Compute normalization statistics (mean/std) for state and action across the filtered dataset.
Only reads parquet files — no video decoding, so it's fast.
"""

import argparse
import json
import time
from pathlib import Path

import numpy as np
import pandas as pd


def compute_stats(data_root: Path, index_path: Path) -> dict:
    with open(index_path) as f:
        index = json.load(f)

    # Collect all unique (dataset, episode) pairs
    episode_set = set()
    for ep in index["episodes"]:
        episode_set.add((ep["dataset"], ep["episode_index"]))
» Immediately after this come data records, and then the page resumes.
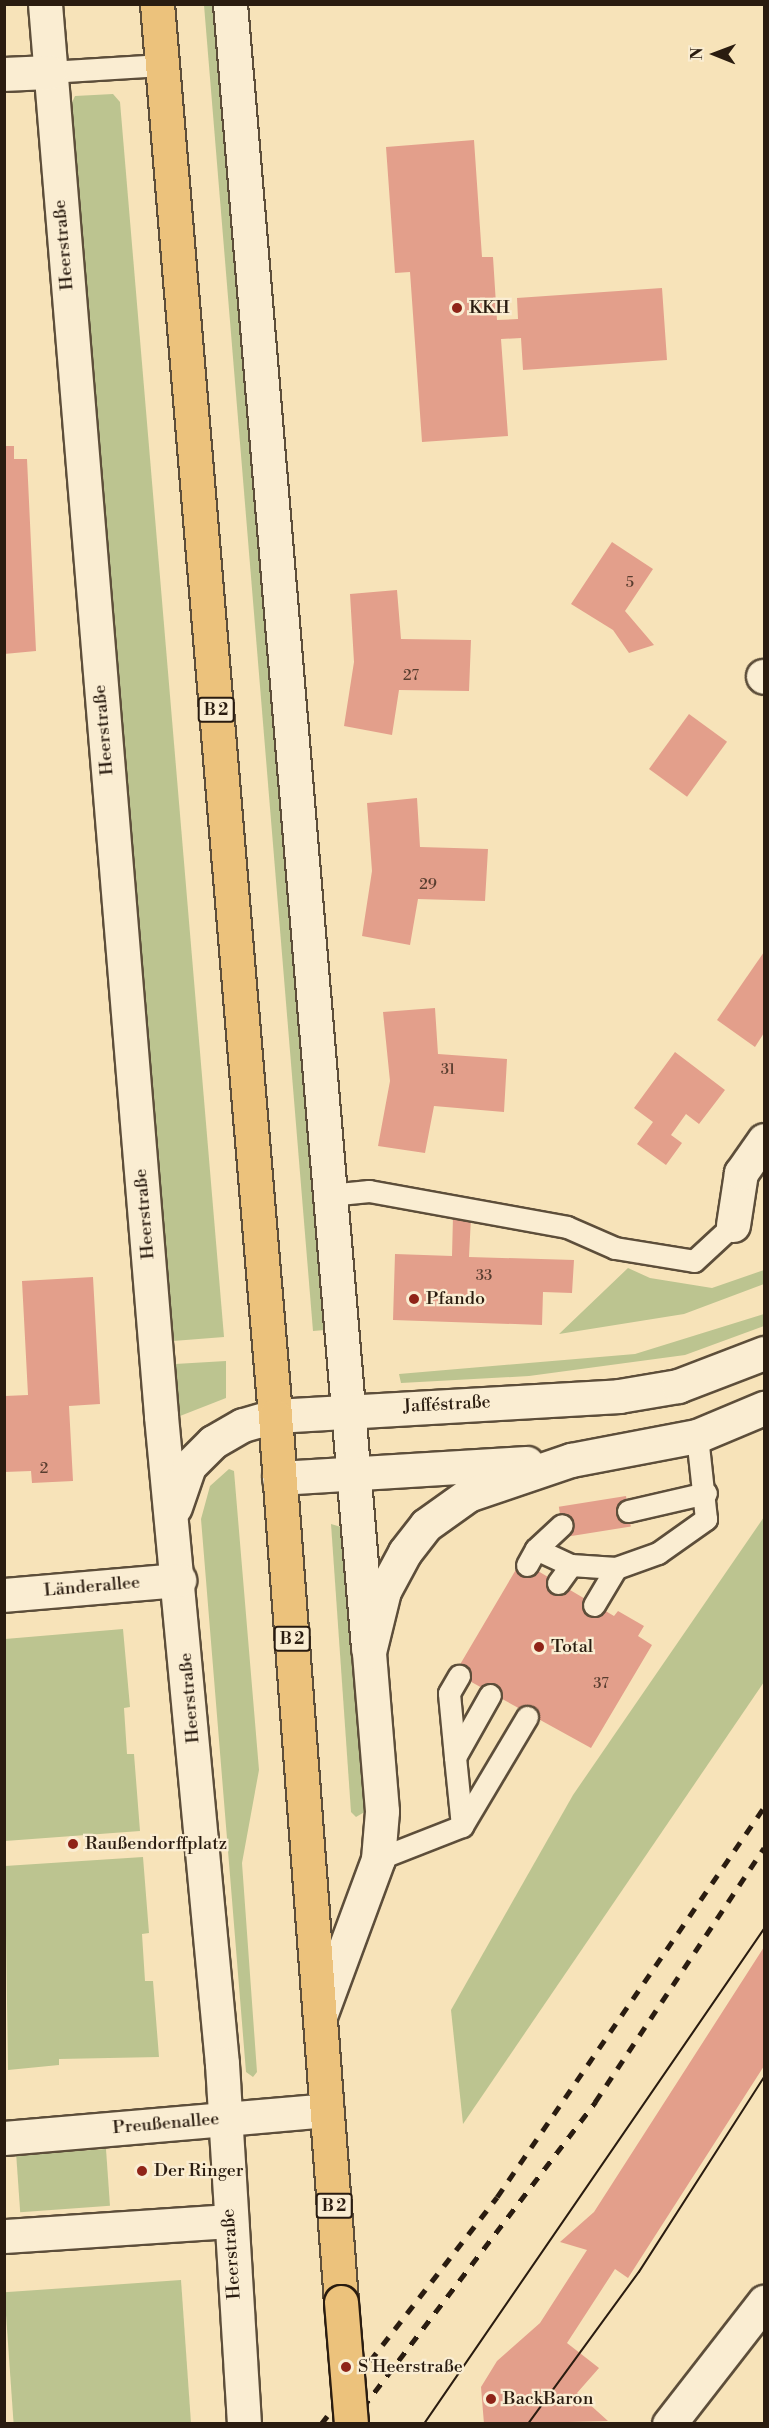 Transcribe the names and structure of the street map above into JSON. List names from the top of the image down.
{
  "streets": {
    "main road": ["B 2"],
    "street": [
      "Heerstraße",
      "Jafféstraße",
      "Länderallee",
      "Preußenallee"
    ]
  },
  "crossings": [
    ["Heerstraße", "Jafféstraße"],
    ["Heerstraße", "Länderallee"],
    ["Heerstraße", "Preußenallee"],
    ["B 2", "Jafféstraße"],
    ["B 2", "Preußenallee"]
  ],
  "places": [
    "KKH",
    "Pfando",
    "Total",
    "Raußendorffplatz",
    "Der Ringer",
    "S Heerstraße",
    "BackBaron"
  ],
  "house_numbers": [
    "5",
    "27",
    "29",
    "31",
    "33",
    "2",
    "37"
  ],
  "north": "left"
}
    print(f"Computing stats from {len(episode_set)} episodes...")

    # Online mean/variance computation (Welford's algorithm)
    state_sum = np.zeros(6, dtype=np.float64)
    state_sq_sum = np.zeros(6, dtype=np.float64)
    action_sum = np.zeros(6, dtype=np.float64)
    action_sq_sum = np.zeros(6, dtype=np.float64)
    n_state = 0
    n_action = 0

    start = time.time()
    for i, (dataset, ep_idx) in enumerate(sorted(episode_set)):
        parquet_path = data_root / dataset / f"data/chunk-000/episode_{ep_idx:06d}.parquet"
        if not parquet_path.exists():
            continue

        df = pd.read_parquet(parquet_path)

        states = np.stack(df["observation.state"].values).astype(np.float64)
        actions = np.stack(df["action"].values).astype(np.float64)

        state_sum += states.sum(axis=0)
        state_sq_sum += (states ** 2).sum(axis=0)
        n_state += len(states)

        action_sum += actions.sum(axis=0)
        action_sq_sum += (actions ** 2).sum(axis=0)
        n_action += len(actions)

        if (i + 1) % 1000 == 0:
            elapsed = time.time() - start
            rate = (i + 1) / elapsed
            eta = (len(episode_set) - i - 1) / rate
            print(f"  [{i+1}/{len(episode_set)}] {rate:.0f} eps/s, ETA: {eta:.0f}s")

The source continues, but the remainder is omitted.